There are some on here that will tell you stats dont define a player. I dont even get the criteria for this awards, personal stats or team accomplishments. If thats the case why isnt KG on the first team over Dirk, or why is T-mac on the third team


----------



## HB (May 1, 2004)

PoorPoorSonics said:


> and the fact he didn't tank half a season and screw over a team.


Is 20 games half a season and once again I repeat he said he didnt work hard in the offseason, thats not the same as tanking games


----------



## IV (Jul 16, 2002)

Blazer Freak said:


> If your going to say that the Wizards were a deep team, than you need to look at their roster. They have Arenas, Hughes, and Jamison. Thats about it.
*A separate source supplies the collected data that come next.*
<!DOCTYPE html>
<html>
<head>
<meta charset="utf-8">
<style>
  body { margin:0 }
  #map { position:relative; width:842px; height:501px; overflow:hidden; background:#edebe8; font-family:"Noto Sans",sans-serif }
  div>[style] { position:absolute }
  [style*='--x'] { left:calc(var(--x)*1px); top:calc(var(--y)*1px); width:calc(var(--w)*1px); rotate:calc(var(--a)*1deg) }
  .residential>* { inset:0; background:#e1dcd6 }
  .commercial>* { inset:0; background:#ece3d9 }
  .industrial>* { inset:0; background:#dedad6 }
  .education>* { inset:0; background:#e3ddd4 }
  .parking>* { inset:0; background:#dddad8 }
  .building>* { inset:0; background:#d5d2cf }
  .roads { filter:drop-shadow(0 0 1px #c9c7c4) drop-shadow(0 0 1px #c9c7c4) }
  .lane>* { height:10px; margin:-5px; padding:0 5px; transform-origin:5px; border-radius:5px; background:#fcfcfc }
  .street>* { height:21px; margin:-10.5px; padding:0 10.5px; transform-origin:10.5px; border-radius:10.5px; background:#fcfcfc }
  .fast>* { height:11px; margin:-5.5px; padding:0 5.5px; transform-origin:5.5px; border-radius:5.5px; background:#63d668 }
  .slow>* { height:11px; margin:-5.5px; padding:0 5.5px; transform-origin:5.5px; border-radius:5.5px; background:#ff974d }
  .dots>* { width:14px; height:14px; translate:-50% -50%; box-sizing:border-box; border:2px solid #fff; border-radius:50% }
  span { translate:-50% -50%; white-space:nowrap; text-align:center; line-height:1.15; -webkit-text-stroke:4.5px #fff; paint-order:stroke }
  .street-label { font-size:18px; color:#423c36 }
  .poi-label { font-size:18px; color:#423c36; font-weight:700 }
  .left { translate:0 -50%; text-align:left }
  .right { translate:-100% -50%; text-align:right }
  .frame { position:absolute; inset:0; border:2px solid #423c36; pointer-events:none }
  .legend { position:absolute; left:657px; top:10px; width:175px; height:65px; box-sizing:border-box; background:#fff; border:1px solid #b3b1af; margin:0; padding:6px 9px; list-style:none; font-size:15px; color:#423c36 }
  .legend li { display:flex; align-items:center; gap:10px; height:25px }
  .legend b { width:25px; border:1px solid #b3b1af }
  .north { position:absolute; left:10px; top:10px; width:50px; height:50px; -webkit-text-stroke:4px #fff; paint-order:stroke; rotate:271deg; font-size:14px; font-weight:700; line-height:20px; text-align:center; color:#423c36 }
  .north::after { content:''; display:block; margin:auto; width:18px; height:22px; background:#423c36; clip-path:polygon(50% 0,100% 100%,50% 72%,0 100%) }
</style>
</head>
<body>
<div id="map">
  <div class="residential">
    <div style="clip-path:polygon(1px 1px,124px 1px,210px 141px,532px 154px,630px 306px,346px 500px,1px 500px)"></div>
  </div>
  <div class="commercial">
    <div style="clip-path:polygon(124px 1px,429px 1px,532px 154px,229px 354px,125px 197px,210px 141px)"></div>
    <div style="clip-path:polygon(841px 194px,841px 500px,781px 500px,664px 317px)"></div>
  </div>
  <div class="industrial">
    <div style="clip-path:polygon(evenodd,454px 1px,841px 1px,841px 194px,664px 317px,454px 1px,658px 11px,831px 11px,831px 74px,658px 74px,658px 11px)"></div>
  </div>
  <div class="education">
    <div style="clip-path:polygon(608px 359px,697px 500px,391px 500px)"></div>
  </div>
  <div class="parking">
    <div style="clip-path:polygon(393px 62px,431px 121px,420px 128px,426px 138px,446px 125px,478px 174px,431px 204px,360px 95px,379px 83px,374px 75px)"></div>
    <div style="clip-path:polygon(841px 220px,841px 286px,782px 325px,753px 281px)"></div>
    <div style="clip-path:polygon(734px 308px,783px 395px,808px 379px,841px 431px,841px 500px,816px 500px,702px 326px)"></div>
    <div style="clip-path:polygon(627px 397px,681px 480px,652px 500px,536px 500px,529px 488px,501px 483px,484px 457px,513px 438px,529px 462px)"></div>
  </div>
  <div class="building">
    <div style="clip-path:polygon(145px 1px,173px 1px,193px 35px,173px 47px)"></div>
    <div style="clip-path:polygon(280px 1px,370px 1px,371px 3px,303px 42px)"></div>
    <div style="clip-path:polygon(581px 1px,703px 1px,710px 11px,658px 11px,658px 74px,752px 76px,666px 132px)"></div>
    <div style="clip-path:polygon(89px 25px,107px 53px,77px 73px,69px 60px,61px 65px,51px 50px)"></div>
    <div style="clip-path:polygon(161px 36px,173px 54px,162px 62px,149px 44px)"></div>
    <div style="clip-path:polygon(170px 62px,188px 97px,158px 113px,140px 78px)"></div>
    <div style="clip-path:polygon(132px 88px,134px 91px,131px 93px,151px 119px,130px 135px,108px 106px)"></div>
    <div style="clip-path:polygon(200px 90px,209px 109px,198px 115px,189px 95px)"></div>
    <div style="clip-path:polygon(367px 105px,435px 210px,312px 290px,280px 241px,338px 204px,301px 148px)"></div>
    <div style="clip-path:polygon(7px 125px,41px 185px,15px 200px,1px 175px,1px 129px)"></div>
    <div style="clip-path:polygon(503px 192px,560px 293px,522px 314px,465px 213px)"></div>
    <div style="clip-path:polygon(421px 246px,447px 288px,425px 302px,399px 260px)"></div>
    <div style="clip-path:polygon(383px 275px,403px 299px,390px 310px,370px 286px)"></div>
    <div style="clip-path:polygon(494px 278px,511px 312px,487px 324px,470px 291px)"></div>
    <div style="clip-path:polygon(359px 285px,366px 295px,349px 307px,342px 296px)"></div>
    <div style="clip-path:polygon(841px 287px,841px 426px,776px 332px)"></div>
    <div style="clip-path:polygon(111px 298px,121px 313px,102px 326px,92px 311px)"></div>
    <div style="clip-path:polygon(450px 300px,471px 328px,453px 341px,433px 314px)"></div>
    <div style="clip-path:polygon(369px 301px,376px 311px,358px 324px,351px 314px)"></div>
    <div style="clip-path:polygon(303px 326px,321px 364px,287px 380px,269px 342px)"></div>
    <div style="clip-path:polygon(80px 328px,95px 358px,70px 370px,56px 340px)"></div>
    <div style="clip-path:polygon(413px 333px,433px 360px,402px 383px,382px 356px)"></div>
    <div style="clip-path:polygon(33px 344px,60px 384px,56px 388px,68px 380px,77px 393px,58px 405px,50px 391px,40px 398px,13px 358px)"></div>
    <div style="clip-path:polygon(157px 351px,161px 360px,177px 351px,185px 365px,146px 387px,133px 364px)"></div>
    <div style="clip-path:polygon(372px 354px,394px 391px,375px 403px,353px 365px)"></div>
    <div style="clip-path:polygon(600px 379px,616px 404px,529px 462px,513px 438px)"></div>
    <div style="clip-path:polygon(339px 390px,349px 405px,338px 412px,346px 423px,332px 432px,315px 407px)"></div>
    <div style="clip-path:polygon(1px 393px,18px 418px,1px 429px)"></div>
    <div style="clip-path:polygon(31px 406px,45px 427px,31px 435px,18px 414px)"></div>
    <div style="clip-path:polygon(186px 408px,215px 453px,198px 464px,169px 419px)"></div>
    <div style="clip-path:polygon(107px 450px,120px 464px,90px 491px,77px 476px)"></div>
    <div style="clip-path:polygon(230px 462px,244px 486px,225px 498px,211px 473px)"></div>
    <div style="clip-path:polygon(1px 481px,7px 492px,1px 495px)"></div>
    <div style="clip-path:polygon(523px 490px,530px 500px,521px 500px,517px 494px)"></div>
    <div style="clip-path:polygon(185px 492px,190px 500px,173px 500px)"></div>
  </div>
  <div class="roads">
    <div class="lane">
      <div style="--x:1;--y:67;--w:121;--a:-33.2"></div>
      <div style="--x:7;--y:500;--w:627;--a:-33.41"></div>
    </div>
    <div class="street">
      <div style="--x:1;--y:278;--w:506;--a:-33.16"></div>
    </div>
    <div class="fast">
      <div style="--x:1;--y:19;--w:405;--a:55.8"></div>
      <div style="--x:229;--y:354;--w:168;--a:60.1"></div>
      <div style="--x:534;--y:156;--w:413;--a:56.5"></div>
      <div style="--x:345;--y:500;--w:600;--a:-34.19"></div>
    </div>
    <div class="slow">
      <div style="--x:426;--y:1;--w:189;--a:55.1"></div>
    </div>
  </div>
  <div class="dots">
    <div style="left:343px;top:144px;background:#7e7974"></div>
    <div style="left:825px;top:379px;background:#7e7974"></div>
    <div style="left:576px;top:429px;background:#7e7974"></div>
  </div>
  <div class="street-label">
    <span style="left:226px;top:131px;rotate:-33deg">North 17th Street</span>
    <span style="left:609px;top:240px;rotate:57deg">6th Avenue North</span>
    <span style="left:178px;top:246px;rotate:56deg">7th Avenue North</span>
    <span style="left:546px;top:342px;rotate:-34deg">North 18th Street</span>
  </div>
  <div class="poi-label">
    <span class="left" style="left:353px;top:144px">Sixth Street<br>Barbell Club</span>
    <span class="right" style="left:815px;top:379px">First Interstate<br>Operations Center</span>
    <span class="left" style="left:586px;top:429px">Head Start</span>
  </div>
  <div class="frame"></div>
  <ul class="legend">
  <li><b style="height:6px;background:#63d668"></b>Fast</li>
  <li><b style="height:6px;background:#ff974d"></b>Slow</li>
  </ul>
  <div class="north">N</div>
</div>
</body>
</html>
The Wiz actually do have a fairly deep roster. Steve Blake and Juan Dixon contributed admirably this season. The bigs Etan, Brendan, Ruffin(_as good a garage man as you can find in the nba_), and Kwame(at times) played well. 
The rest of the perimeter Jarvis, Jeffries, Peeler.... that's a very good lineup. The prove of that should lie in the amount of injuries they suffered this season and still managed to place 5th in the East.


----------



## IV (Jul 16, 2002)

Hbwoy said:


> he said he didnt work hard in the offseason, thats not the same as tanking games



Then that must be a indirect way of tanking games because he obviously wasn't in ideal shape the first few games on the season.


----------



## Shanghai Kid (Mar 7, 2003)

Hbwoy said:


> Do you even want me to start comparing teams. At one point the nets had Jacque Vaughn has their starting two guard and Brain Scalabrine as their starting PF. Dixon, Jefferies, Etan Thomas, Brendan Haywood, Kwame Brown, Steve Blake, Jarvis Hayes as compared to Jabari Smith, Rodney Buford, Billy Thomas, Zoran Planinic, travis best, ron mercer and cliff robinson. Washington not deep indeed! How many teams can lose a 20pt scorer and be able to rely on one player to carry the offensive load, Vince was able to carry the offensive load of the team in the absence of RJ.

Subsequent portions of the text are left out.